Records from a data source
*** Begin section ***

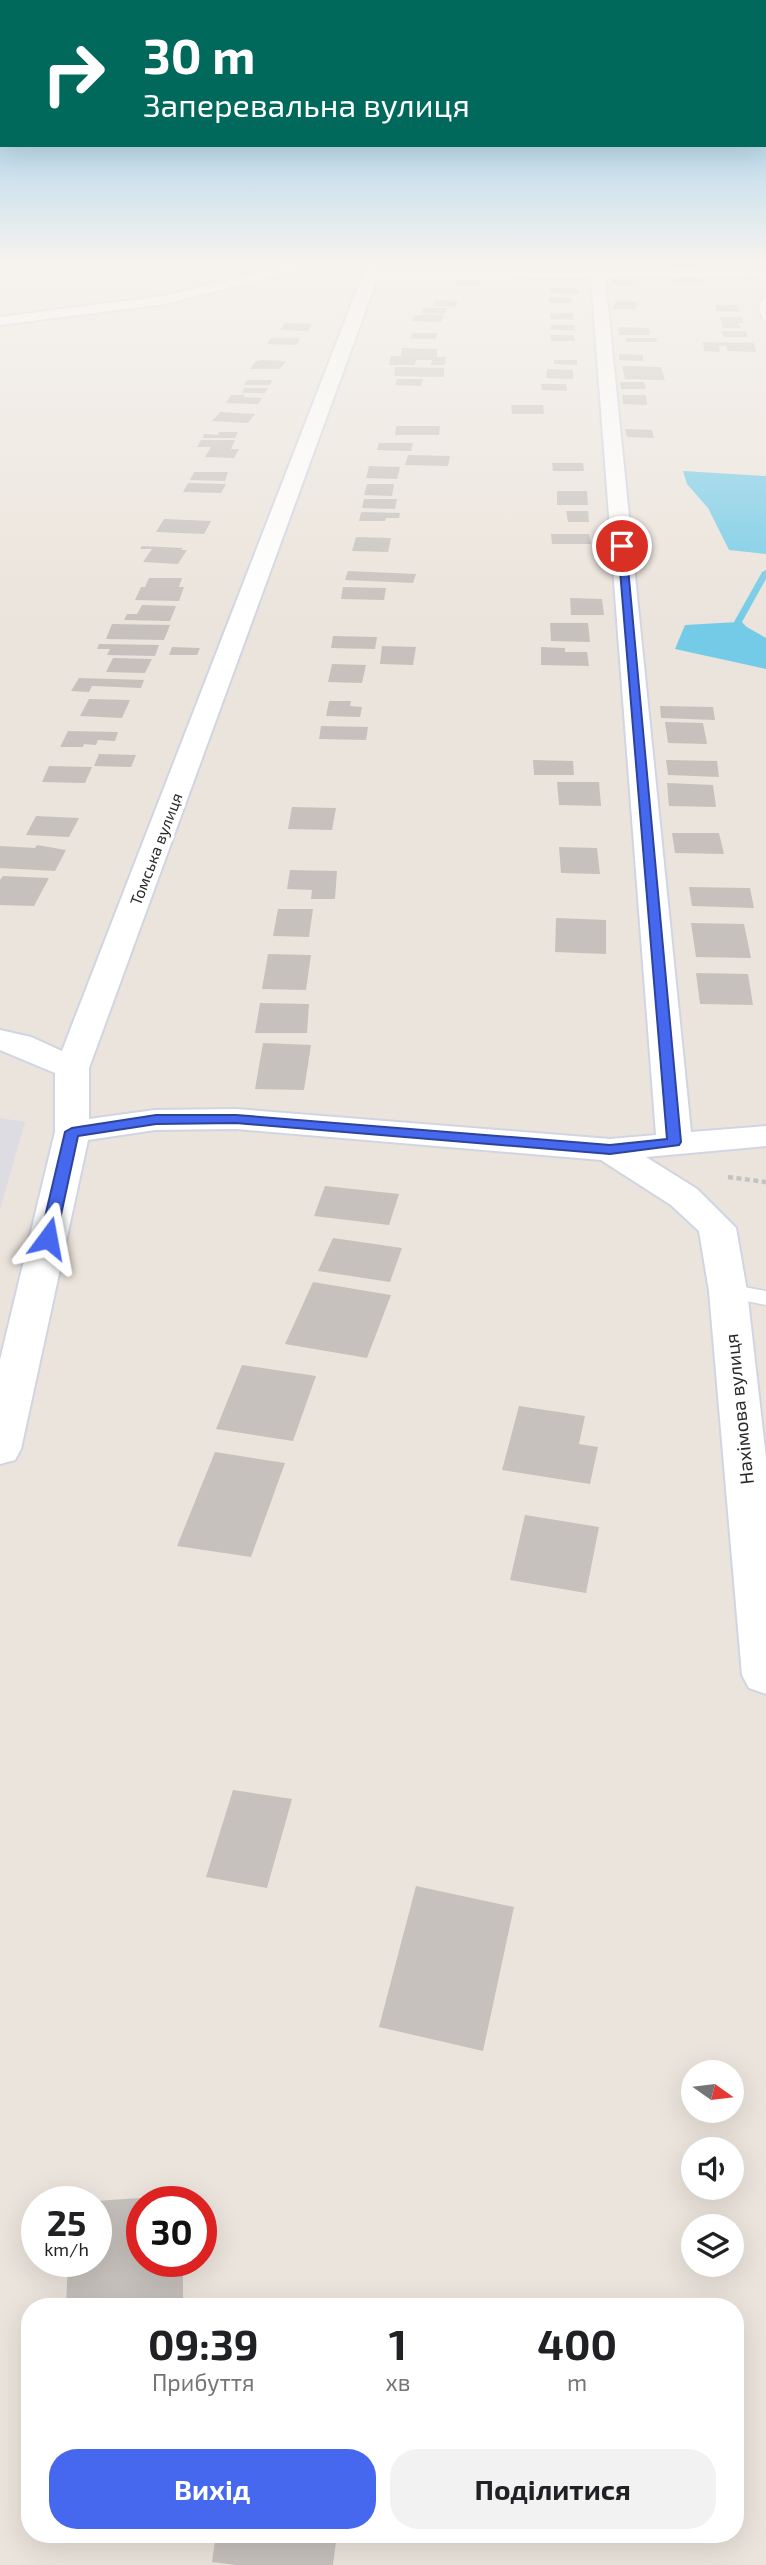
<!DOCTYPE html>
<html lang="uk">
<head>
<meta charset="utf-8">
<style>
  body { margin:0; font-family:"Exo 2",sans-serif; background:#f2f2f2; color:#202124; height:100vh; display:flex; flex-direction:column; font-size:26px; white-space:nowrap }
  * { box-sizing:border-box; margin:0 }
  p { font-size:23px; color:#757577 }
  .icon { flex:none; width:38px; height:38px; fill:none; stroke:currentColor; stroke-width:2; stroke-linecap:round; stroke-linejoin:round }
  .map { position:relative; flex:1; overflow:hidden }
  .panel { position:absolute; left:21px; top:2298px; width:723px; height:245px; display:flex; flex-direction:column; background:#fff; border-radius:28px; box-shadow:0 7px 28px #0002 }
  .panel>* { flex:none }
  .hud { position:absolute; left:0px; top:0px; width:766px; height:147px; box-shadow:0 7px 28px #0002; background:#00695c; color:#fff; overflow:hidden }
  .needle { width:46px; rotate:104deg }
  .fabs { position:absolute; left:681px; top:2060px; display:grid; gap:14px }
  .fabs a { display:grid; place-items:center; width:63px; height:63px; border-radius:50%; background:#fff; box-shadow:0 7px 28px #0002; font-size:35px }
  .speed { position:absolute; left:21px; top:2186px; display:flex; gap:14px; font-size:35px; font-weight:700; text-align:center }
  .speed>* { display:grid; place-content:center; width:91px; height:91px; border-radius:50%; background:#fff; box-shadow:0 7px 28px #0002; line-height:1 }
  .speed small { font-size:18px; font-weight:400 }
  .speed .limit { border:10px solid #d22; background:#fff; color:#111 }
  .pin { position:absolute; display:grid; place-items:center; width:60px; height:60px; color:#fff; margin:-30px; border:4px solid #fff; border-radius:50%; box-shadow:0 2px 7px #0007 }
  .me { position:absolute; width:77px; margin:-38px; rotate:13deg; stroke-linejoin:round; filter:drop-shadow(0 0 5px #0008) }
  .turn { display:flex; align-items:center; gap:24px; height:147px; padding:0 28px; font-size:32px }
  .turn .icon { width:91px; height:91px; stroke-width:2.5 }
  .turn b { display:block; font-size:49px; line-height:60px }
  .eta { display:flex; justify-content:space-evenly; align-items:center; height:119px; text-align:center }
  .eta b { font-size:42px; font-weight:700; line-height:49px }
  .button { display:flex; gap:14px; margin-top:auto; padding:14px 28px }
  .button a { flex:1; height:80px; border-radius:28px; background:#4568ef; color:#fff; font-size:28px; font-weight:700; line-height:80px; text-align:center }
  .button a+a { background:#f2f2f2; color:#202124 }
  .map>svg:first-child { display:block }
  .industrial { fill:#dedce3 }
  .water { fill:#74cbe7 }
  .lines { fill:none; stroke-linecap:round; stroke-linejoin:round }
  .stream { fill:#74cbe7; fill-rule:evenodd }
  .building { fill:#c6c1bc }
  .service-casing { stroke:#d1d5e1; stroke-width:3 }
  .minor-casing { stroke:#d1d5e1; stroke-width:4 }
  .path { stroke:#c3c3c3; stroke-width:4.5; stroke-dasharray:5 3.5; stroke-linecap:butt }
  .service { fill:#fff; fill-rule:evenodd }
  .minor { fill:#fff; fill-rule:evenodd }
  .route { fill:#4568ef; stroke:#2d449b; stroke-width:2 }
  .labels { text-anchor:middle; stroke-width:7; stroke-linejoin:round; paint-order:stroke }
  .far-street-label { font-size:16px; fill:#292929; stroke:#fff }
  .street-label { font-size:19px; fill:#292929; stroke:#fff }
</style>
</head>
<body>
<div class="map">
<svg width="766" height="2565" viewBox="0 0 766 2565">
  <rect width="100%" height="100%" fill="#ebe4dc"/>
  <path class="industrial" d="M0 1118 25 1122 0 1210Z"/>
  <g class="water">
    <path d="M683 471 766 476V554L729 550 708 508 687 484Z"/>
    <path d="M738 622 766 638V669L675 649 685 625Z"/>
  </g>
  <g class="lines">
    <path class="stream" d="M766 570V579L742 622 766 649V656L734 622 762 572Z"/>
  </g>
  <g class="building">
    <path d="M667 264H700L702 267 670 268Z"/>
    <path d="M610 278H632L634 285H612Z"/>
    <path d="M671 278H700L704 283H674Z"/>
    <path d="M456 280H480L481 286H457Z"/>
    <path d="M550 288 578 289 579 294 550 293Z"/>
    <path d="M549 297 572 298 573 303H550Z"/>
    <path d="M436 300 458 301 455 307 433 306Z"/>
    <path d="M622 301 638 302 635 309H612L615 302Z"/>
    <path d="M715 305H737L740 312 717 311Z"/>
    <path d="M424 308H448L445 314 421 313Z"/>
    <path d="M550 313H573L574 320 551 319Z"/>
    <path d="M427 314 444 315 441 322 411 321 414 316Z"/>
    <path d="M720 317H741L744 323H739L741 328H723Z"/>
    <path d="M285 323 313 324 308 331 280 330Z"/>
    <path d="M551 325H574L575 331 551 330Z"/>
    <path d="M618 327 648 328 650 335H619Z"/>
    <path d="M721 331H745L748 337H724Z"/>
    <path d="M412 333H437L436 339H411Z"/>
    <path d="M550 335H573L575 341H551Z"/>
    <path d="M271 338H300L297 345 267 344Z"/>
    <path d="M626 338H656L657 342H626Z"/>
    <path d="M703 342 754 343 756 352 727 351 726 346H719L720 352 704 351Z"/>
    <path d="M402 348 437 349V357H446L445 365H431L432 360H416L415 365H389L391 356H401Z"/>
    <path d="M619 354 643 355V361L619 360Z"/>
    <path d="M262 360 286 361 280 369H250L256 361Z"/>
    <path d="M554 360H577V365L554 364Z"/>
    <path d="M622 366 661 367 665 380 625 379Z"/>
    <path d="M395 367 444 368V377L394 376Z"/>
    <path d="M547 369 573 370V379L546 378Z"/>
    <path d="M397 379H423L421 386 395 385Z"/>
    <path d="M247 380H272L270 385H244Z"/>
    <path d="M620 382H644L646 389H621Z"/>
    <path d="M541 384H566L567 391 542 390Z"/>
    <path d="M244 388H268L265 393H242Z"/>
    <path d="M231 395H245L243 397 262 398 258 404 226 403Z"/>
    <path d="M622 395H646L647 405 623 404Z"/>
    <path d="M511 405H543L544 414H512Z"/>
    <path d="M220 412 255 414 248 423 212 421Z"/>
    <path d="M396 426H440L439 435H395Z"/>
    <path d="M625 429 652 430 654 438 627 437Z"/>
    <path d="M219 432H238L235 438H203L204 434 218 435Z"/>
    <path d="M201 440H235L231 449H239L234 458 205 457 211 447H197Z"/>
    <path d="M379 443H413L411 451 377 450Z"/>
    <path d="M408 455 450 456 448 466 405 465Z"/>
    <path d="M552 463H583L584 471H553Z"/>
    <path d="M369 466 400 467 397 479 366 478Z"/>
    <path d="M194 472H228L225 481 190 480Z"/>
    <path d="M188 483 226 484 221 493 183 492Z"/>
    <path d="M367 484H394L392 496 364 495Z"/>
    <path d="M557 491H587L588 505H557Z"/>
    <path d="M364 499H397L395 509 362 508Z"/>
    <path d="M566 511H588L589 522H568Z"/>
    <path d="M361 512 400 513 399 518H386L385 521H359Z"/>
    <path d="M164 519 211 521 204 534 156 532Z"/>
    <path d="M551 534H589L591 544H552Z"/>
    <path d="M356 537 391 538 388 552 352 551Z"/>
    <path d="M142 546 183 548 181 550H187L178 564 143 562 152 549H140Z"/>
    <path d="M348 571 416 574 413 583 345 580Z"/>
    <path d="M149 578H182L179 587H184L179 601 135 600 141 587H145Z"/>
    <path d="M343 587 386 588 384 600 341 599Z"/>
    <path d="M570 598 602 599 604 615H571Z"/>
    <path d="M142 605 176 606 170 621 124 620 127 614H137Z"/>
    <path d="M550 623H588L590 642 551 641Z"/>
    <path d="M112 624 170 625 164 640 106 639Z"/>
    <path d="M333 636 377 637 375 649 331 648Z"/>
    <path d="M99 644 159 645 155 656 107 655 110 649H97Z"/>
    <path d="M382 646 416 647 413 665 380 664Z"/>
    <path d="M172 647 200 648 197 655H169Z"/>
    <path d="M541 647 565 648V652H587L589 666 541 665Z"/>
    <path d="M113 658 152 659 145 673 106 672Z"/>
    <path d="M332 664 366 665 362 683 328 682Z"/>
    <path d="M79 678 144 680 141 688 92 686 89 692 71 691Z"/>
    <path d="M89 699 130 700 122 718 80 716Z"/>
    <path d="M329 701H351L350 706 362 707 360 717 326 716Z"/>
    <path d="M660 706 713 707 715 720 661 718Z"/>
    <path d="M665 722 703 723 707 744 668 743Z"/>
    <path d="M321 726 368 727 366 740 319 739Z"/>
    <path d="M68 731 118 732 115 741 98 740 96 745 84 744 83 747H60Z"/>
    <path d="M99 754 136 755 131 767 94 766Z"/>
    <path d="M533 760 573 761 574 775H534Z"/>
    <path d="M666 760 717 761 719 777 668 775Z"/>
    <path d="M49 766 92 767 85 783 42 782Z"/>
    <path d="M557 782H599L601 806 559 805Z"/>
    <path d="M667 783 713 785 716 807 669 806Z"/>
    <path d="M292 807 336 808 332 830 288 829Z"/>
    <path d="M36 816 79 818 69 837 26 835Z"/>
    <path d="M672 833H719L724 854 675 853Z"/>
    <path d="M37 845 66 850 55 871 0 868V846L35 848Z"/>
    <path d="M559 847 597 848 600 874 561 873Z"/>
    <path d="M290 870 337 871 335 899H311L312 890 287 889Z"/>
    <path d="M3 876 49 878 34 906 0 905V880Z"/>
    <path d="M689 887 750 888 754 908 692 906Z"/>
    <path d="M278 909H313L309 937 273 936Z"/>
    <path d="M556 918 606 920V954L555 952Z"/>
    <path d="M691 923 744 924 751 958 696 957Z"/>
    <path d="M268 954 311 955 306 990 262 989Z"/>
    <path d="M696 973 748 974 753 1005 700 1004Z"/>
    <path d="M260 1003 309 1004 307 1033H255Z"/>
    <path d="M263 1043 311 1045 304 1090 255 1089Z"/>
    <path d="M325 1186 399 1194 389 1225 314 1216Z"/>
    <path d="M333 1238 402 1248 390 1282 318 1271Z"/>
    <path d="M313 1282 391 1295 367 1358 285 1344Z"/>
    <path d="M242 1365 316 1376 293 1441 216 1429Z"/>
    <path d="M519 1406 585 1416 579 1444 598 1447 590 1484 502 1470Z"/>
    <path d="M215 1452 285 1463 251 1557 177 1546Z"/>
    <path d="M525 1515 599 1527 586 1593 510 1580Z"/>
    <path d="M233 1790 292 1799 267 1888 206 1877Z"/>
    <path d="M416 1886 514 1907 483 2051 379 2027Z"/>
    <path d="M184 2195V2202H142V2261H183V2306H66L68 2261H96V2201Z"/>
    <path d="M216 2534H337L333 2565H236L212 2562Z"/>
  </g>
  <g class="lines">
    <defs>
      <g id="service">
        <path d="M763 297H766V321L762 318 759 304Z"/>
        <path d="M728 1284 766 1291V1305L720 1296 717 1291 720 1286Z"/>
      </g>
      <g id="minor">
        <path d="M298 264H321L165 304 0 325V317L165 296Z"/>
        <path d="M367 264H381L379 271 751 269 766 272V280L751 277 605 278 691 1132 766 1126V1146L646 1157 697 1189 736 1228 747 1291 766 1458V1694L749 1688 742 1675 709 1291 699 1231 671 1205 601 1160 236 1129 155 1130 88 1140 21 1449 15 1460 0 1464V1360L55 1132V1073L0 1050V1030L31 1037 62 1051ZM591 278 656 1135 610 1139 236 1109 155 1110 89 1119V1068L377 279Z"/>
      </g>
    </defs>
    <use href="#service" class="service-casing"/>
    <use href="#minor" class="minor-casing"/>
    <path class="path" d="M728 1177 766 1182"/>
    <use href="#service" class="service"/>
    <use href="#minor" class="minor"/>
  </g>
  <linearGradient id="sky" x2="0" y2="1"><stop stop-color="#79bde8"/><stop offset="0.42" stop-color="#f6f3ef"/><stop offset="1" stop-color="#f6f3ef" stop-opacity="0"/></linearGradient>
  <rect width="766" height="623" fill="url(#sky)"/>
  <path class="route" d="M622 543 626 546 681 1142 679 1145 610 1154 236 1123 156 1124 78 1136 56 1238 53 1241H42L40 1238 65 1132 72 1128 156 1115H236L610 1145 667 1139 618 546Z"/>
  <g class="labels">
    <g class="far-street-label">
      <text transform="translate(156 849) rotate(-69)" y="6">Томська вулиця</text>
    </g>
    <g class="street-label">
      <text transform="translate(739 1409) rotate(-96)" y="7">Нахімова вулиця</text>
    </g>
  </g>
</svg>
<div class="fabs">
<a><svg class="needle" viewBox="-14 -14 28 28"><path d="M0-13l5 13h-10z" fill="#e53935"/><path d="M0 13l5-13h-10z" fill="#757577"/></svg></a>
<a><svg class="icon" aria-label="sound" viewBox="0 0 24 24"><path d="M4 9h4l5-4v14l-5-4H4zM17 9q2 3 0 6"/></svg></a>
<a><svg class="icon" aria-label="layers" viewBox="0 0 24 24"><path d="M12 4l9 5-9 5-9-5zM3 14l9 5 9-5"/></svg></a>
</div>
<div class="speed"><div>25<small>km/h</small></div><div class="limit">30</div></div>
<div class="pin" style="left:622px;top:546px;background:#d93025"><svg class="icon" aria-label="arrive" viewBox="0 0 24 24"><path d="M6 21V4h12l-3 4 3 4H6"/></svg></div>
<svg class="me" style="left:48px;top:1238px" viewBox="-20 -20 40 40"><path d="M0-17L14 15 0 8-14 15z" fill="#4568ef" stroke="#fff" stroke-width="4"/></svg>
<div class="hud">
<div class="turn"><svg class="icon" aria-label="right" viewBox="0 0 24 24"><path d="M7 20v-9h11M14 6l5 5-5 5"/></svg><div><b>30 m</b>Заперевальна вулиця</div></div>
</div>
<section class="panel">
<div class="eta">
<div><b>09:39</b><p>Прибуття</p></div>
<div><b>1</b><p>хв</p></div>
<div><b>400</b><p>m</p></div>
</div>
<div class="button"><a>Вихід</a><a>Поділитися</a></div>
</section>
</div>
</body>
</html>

*** End section ***

YOUR ASSIGNMENT - The stretch of entries above that starts with the line containing "position:absolute; left:681px; top:2060px;" and goes on through the line containing "display:flex; gap:14px; margin-top:auto;" is to be transcribed exactly, and no other line is to be transcribed.

ANSWER SPACE -
  .fabs { position:absolute; left:681px; top:2060px; display:grid; gap:14px }
  .fabs a { display:grid; place-items:center; width:63px; height:63px; border-radius:50%; background:#fff; box-shadow:0 7px 28px #0002; font-size:35px }
  .speed { position:absolute; left:21px; top:2186px; display:flex; gap:14px; font-size:35px; font-weight:700; text-align:center }
  .speed>* { display:grid; place-content:center; width:91px; height:91px; border-radius:50%; background:#fff; box-shadow:0 7px 28px #0002; line-height:1 }
  .speed small { font-size:18px; font-weight:400 }
  .speed .limit { border:10px solid #d22; background:#fff; color:#111 }
  .pin { position:absolute; display:grid; place-items:center; width:60px; height:60px; color:#fff; margin:-30px; border:4px solid #fff; border-radius:50%; box-shadow:0 2px 7px #0007 }
  .me { position:absolute; width:77px; margin:-38px; rotate:13deg; stroke-linejoin:round; filter:drop-shadow(0 0 5px #0008) }
  .turn { display:flex; align-items:center; gap:24px; height:147px; padding:0 28px; font-size:32px }
  .turn .icon { width:91px; height:91px; stroke-width:2.5 }
  .turn b { display:block; font-size:49px; line-height:60px }
  .eta { display:flex; justify-content:space-evenly; align-items:center; height:119px; text-align:center }
  .eta b { font-size:42px; font-weight:700; line-height:49px }
  .button { display:flex; gap:14px; margin-top:auto; padding:14px 28px }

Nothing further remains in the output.